Data extracted from a collection:
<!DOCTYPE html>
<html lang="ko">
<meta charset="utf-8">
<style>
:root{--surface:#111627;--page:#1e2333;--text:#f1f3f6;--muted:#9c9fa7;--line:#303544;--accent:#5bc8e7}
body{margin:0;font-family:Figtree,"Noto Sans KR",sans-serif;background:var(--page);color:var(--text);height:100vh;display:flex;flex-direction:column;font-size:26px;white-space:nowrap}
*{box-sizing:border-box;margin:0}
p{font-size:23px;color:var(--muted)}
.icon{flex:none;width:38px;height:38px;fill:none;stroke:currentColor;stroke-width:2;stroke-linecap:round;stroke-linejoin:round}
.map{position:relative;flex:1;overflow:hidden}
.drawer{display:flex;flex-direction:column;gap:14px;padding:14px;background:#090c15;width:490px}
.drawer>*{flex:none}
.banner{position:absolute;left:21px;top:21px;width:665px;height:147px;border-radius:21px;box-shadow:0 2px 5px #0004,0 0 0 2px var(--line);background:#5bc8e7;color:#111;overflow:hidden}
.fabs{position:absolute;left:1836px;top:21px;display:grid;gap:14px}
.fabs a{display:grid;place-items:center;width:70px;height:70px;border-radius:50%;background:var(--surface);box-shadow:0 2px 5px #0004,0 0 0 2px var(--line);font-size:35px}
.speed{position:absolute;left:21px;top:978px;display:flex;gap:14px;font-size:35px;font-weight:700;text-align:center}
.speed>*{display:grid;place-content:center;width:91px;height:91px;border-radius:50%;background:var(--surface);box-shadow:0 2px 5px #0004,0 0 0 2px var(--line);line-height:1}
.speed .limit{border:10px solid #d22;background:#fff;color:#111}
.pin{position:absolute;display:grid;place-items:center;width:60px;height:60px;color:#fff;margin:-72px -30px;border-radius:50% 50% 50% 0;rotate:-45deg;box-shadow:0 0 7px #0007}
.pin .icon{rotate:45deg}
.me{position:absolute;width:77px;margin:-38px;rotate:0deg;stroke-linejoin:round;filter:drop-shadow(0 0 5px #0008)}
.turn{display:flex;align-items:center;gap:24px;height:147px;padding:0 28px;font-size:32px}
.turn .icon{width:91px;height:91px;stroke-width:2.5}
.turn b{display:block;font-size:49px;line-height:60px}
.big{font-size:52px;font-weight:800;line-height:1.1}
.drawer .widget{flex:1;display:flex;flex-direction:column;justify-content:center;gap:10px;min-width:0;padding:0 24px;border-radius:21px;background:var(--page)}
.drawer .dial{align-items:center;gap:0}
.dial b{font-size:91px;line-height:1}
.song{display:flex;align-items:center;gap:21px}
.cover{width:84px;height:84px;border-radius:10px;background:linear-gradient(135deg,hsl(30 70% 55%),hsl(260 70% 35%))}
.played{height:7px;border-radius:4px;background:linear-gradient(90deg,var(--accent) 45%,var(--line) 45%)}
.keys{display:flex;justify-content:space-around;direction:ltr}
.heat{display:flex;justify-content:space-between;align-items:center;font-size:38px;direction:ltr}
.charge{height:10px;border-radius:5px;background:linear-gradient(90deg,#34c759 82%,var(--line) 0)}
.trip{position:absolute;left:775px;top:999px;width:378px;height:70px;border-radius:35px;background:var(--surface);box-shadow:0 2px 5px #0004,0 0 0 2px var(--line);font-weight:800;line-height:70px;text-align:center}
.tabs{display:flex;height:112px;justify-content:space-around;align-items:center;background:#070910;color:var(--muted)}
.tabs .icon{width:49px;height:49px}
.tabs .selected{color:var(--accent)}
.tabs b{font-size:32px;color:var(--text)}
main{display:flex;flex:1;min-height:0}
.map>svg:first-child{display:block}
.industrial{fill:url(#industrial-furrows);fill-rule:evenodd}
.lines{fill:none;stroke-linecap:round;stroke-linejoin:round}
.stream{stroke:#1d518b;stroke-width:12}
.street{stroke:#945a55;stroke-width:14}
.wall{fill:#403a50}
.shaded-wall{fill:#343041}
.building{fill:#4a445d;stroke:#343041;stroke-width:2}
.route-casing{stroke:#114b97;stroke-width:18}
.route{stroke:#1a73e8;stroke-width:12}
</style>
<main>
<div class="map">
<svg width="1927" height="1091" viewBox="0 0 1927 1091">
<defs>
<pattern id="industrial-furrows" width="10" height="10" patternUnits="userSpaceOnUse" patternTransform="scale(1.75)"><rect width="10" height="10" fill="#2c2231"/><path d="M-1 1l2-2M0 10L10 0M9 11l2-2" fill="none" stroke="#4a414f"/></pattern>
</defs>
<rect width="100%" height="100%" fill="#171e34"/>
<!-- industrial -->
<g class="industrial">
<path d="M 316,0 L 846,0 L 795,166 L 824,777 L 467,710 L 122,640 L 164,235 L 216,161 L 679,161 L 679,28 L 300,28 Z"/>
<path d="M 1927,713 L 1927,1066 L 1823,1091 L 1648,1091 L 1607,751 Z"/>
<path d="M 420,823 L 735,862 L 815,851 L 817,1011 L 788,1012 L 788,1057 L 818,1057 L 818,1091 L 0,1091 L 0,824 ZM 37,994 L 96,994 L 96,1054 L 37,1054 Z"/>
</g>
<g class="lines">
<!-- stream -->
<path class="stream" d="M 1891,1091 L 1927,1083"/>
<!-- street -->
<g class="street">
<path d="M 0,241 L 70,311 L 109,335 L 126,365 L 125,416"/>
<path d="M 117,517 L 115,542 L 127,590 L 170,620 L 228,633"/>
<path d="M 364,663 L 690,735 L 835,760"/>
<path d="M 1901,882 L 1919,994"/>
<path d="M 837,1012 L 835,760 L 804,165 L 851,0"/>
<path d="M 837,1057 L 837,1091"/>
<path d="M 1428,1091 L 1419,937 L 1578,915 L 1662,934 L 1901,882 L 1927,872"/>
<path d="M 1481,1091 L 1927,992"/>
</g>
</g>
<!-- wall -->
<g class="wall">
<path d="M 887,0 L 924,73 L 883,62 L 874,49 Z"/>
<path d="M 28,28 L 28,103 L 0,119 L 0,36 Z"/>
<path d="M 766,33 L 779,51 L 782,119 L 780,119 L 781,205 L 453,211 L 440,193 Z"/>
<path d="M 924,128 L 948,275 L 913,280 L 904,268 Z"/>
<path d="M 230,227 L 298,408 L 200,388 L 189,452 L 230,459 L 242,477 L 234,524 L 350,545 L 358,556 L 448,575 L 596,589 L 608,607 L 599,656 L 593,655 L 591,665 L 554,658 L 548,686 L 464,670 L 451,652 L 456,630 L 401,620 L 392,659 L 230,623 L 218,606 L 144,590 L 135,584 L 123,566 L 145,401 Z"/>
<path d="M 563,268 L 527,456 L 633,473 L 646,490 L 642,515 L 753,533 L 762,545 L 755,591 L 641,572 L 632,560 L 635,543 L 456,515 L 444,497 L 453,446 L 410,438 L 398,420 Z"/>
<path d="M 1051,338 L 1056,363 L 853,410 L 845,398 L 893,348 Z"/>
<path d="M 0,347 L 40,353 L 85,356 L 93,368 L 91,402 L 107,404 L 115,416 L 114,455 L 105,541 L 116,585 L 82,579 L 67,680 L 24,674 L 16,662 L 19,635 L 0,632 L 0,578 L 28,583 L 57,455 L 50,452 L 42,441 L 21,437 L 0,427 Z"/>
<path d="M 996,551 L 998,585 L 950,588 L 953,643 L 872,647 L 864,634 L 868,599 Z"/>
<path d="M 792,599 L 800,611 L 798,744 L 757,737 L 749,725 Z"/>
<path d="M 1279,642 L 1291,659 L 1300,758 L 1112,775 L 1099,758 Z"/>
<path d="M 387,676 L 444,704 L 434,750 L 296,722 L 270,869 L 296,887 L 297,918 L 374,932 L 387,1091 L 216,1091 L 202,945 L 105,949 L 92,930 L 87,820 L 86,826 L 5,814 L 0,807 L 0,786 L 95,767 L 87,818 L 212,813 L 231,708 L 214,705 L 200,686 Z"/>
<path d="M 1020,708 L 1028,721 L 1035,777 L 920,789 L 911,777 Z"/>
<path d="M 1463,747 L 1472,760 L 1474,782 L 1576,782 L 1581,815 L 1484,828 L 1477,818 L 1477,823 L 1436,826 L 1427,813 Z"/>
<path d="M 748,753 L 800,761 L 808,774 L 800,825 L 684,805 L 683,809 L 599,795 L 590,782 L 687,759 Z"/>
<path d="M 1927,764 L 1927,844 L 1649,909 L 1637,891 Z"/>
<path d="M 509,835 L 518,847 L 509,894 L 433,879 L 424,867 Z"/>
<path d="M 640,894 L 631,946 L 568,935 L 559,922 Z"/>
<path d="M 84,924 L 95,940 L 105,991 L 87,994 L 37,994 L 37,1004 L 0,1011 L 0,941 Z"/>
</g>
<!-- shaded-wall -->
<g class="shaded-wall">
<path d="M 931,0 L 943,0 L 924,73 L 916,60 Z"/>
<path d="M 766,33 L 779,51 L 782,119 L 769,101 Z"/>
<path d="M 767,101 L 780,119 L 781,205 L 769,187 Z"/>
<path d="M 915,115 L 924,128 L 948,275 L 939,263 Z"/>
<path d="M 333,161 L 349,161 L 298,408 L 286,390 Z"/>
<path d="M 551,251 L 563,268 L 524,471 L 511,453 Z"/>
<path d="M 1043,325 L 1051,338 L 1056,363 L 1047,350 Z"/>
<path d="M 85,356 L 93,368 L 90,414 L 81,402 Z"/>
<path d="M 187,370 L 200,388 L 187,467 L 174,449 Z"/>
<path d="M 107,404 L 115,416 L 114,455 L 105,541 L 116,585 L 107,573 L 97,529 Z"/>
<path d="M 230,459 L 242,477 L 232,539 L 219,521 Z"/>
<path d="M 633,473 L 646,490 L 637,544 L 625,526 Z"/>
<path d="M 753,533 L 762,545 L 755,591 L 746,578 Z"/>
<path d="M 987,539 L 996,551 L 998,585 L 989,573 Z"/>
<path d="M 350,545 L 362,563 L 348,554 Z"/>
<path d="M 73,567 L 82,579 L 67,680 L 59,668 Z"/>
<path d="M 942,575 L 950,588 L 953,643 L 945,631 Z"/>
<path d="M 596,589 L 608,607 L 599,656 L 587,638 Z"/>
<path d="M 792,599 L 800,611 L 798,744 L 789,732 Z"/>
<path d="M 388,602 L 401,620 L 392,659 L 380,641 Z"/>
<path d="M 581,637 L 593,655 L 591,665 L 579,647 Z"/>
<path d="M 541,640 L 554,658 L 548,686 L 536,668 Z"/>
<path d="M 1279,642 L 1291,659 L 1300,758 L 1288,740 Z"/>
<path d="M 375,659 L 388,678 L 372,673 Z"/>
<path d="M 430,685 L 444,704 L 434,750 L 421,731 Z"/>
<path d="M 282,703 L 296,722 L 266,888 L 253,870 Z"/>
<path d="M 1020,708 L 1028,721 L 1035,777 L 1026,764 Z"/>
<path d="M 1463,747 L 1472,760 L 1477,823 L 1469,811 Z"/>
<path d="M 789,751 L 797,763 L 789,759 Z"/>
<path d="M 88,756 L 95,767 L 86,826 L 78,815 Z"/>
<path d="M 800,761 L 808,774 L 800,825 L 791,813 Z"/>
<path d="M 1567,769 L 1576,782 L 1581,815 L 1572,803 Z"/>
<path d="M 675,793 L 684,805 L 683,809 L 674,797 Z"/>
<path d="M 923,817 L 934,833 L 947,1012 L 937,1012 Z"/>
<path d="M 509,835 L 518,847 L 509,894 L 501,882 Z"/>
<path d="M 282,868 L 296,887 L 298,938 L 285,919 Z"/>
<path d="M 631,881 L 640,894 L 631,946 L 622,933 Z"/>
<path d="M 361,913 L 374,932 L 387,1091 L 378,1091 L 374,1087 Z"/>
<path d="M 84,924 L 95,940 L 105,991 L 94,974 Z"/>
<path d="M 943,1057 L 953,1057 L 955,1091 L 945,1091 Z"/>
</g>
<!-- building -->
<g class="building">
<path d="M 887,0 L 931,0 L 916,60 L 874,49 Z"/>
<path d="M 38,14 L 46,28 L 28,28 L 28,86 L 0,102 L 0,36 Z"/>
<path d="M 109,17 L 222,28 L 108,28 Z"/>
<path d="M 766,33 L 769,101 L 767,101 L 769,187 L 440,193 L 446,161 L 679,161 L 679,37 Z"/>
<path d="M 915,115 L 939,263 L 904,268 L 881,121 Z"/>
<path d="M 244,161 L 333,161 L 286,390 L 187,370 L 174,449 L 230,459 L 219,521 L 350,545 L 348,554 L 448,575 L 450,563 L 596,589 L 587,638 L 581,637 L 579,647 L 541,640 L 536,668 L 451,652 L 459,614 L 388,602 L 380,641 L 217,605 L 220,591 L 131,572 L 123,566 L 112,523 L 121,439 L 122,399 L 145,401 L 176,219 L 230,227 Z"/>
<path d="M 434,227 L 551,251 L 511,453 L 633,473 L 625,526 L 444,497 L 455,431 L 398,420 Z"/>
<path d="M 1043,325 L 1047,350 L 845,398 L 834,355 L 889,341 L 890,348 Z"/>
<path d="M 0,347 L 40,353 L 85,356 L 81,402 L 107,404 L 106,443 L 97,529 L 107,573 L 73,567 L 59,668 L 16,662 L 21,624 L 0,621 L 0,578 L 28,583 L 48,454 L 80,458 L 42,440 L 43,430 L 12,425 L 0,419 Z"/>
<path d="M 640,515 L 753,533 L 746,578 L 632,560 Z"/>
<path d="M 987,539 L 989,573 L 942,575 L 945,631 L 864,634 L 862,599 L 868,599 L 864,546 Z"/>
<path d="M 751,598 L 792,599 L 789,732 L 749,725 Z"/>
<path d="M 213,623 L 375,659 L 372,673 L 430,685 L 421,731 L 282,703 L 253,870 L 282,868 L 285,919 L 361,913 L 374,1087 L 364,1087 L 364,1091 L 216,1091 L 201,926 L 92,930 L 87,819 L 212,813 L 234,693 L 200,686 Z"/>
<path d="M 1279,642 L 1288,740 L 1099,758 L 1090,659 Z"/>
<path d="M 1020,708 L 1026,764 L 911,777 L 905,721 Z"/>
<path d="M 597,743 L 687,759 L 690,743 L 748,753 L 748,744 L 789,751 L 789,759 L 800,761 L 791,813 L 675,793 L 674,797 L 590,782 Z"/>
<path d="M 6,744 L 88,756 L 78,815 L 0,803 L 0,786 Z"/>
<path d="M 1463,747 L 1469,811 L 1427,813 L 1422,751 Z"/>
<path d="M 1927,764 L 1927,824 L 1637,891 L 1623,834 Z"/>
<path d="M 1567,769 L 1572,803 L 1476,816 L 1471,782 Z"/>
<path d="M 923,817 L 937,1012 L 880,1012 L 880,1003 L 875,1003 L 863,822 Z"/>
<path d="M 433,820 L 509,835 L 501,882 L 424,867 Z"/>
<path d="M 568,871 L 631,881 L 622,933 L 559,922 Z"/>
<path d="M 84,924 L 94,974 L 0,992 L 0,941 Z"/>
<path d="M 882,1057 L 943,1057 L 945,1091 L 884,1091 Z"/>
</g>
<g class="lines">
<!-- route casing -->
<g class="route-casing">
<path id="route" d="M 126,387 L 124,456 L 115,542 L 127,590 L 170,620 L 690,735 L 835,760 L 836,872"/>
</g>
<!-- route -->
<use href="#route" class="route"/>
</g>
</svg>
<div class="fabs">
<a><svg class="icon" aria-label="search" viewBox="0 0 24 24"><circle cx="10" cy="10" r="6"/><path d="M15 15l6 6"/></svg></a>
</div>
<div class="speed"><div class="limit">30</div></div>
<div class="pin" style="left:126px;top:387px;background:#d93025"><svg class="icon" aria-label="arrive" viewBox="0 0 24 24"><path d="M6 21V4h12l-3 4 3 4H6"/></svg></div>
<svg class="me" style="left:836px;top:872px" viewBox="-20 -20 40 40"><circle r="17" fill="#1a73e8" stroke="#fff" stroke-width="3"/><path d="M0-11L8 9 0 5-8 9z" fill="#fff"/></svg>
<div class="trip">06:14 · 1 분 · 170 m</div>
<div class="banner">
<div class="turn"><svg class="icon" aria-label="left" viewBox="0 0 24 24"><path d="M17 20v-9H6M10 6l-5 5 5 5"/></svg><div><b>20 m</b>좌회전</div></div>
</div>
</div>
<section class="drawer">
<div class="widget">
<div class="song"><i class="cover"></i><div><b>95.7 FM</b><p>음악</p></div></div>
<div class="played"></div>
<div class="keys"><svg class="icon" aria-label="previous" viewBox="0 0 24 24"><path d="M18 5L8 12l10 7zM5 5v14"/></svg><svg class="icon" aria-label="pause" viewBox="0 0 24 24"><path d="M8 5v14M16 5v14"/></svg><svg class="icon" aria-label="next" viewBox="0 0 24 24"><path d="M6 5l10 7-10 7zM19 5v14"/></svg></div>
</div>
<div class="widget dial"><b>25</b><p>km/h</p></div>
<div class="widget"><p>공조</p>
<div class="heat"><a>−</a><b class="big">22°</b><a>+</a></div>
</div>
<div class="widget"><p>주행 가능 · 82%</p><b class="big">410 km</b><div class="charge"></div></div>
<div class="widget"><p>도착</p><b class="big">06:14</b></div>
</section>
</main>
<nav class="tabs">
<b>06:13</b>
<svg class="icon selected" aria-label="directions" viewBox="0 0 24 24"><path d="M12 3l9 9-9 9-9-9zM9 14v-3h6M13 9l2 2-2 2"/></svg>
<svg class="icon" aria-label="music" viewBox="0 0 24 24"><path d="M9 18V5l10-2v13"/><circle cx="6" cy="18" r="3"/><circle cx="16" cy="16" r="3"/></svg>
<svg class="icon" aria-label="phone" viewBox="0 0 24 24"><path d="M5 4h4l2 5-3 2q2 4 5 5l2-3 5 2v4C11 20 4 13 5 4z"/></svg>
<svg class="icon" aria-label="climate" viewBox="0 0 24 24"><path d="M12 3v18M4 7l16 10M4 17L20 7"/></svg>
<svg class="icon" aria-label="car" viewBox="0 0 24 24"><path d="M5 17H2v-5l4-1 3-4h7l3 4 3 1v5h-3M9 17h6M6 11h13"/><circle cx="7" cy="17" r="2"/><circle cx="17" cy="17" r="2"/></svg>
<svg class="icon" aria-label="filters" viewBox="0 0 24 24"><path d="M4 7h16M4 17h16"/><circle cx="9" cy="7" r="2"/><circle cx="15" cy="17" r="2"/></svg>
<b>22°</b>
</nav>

▸ Instructions to follow: Determine how many lines of the records contain the word "overflow". Reply with the number by itself.

▸ Answer box: 2